Background
Recently, the ordered subset expectation maximization (OSEM) algorithm was developed to reconstruct the PET and SPECT images. This iterative algorithm allowed incorporation of realistic modeling of the data acquisition process and statistical noise, which refined estimates of the activity distribution. Since the statistical image analyses such as the Statistical Parametric (SPM) or three dimensional stereotactic surface display (3D-SSP) methods rely on the accurate measurement of activity distribution in the brain, the results may be affected by the use of the OSEM. In this study, we show that the image reconstruction algorithm employed affects the result of the statistical image analysis in mild Alzheimer's disease.
Materials and Methods
Sixteen patients with probable Alzheimer's disease (8 men and 8 women; age range, 56–78 y; mean age, 70.6 years) and 6 normal controls (1 men and 5 women; age range, 48–69; mean age, 62.8 years) were studied.
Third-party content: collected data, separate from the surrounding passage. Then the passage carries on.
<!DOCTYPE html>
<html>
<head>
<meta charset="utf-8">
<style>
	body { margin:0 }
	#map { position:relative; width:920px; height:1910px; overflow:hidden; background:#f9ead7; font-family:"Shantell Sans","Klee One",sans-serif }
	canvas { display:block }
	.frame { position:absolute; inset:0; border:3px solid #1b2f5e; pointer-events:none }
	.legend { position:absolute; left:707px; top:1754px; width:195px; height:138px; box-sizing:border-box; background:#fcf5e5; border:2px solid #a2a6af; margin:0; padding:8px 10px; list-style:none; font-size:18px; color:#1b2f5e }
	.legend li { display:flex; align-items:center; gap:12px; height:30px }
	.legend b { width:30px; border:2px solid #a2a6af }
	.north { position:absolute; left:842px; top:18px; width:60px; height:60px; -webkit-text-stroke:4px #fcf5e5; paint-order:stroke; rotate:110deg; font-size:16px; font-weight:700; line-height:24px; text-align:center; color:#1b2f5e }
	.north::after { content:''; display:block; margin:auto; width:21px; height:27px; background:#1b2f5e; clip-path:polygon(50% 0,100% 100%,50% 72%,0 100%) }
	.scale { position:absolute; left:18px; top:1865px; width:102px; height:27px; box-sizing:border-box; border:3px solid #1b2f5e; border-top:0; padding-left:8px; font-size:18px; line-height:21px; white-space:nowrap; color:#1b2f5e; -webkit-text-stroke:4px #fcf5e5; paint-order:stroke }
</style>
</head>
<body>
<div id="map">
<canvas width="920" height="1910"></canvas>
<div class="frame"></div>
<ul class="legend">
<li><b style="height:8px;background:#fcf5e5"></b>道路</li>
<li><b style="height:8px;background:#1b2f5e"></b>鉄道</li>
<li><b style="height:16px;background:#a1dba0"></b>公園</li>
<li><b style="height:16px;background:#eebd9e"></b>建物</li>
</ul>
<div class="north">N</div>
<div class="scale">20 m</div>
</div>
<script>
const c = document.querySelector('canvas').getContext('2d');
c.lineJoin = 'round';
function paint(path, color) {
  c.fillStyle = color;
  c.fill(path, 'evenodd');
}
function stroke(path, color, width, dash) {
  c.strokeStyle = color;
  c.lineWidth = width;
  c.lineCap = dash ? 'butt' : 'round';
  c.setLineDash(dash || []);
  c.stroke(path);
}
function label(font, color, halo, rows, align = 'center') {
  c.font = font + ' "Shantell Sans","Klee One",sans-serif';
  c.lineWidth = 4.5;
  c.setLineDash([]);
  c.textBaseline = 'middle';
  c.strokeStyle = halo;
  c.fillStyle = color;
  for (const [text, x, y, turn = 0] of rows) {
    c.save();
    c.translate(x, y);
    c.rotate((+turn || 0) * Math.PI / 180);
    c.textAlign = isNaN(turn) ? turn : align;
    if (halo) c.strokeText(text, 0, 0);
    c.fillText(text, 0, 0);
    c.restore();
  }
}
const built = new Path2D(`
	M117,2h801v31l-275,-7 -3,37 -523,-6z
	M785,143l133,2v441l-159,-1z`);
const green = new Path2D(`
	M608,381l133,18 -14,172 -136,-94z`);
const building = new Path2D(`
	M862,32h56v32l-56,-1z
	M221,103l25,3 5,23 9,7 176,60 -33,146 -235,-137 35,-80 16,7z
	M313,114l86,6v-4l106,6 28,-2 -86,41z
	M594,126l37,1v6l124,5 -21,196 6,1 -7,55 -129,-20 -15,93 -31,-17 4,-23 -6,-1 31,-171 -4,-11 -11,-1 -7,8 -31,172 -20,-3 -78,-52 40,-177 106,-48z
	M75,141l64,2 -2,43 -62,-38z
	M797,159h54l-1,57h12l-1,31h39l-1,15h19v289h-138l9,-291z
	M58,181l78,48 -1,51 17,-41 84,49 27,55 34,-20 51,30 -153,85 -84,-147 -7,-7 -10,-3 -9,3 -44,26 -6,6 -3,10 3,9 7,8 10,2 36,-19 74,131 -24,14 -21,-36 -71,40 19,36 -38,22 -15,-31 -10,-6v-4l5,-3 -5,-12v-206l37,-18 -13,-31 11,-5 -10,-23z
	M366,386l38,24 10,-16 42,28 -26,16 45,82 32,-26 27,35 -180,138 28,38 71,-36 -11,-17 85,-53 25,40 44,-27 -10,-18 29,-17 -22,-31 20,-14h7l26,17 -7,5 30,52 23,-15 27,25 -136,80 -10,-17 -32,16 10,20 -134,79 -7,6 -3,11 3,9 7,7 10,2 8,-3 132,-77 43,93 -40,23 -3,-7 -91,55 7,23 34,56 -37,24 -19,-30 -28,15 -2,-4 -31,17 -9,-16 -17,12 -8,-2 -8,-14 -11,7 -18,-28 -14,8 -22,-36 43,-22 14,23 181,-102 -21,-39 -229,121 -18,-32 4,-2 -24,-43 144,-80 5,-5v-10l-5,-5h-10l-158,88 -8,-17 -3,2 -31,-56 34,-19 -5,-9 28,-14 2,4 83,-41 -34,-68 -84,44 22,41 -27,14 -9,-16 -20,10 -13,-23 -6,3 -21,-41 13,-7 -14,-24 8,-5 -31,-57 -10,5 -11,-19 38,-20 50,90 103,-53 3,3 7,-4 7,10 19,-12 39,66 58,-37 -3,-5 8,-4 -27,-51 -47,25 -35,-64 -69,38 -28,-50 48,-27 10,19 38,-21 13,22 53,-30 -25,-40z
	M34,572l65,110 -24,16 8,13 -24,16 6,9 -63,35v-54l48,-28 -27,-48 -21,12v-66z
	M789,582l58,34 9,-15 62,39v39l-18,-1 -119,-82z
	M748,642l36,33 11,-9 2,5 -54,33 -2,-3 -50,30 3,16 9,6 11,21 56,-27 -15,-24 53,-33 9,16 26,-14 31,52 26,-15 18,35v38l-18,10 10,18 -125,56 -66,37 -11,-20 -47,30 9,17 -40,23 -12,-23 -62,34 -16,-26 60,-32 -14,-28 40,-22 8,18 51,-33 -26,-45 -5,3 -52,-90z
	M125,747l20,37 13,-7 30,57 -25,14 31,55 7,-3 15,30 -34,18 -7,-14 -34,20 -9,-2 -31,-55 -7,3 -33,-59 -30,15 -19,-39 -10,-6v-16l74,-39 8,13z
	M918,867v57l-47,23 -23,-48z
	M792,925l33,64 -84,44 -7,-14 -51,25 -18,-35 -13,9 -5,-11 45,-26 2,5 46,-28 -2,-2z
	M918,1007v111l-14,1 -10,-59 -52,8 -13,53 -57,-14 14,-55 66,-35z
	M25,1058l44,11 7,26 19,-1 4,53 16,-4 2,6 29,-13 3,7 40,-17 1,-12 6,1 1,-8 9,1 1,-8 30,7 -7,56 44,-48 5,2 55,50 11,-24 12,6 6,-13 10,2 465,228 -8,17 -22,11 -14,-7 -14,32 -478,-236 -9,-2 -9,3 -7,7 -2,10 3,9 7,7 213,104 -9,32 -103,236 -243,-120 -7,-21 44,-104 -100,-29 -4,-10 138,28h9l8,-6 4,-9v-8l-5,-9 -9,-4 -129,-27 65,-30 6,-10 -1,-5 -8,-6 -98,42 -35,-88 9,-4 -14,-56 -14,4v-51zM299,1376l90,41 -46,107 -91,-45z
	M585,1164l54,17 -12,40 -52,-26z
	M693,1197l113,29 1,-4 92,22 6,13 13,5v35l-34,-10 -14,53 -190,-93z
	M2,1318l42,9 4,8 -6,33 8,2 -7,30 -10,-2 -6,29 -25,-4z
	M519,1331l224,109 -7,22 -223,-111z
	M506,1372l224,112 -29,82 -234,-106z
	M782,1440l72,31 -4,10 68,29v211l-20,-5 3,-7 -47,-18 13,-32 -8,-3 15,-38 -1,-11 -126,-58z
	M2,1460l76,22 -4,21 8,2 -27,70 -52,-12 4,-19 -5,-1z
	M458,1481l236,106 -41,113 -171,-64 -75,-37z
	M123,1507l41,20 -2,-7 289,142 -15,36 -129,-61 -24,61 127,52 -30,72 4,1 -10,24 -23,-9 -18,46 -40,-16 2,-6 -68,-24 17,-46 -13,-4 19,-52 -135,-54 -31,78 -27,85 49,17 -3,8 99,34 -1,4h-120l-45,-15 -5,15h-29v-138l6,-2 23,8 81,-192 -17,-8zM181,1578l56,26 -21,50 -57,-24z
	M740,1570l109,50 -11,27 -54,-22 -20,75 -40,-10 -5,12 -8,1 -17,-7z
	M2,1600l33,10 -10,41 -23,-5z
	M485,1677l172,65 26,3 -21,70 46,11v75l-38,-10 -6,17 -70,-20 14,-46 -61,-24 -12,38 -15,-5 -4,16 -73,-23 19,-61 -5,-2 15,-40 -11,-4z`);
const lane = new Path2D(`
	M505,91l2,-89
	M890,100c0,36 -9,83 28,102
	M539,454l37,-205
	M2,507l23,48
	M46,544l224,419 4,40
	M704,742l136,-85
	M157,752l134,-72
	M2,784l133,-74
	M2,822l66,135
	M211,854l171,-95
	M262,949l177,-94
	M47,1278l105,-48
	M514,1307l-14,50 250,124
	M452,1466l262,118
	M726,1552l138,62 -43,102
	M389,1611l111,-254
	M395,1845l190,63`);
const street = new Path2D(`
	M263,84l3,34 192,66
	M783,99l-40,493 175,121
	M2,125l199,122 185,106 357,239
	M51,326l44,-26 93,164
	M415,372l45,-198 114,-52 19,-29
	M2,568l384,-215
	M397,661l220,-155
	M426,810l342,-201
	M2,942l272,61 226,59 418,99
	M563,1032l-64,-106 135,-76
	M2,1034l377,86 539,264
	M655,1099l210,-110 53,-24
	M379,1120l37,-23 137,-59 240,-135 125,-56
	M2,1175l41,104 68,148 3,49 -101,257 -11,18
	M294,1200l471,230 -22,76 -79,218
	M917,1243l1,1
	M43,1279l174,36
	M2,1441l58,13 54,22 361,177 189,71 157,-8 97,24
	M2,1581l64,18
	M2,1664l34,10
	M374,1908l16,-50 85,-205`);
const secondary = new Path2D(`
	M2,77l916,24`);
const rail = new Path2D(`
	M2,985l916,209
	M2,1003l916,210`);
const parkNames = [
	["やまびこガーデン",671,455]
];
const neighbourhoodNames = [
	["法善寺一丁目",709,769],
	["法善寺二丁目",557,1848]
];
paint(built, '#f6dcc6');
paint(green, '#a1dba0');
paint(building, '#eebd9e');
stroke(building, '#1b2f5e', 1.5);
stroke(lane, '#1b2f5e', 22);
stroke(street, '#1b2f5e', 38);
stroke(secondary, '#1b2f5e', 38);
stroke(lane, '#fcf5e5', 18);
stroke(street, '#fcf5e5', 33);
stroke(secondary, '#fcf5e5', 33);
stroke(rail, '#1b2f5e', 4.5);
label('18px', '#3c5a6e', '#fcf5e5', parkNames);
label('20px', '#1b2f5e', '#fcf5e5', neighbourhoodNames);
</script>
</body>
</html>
Their diagnosis was based on the criteria of the National Institute of Neurological and Communicative Disorders and Strokes and the Alzheimer's Diseases and Related Disorders association (NINCDS-ADRDA). All patients underwent neuropsychological testing that revealed quantified, objective evidence of memory impairment with no apparent loss in general cognitive, behavioral, or functional status at the study. The score was greater than 20 on the mini-mental State Examination (MMSE). Cerebral blood flow was measured by means of Tc-99 m HMPAO and a high-performance, 4-head rotating gamma camera equipped with a low-energy, general-purpose, parallel-hole collimator with a spatial resolution of 13.0-mm full width at half-maximum (Gamma View SPECT 2000 H, Hitachi Medical Co). The transaxial images were reconstructed with the Filtered Back Projection algorithm (FBP) and the OSEM (iteration 4; subset 8) in each patient. The SPM99 and 3D-SSP were used for the statistical image analysis. All reconstructed images were smoothed using a Gaussian filter with a full-width half maximum of 12 mm in the SPM analysis. The gray matter threshold was set to be 0.8.
Results
In the SMP analysis, the cluster of significant CBF reduction was found in the lateral temporal cortices and posterior cingulated gyrus (p<0.01) when the FBP was employed. When the OSEM was used, it was found in the posterior cingulated gyrus (p<0.01). In the 3D-SSP analysis, posterior cingulated gyrus hypoperfusion was detected by both reconstruction algorithms.
Discussion
We demonstrated that the result of the SPM analysis is affected by the choice of image reconstruction algorithm. We visually inspected images reconstructed with the OSEM and the FBP. We found that the contrast between the posterior cingulated gyrus and surrounding structures were less in the OSEM than in the FBP. This may be due to the dependence of convergence time on the spatial frequencies in the OSEM procedure.
Conclusion
Although the OSEM algorithm is now the most widely used iterative reconstruction method, it may affect the SPM analysis when mild AD patients are studied.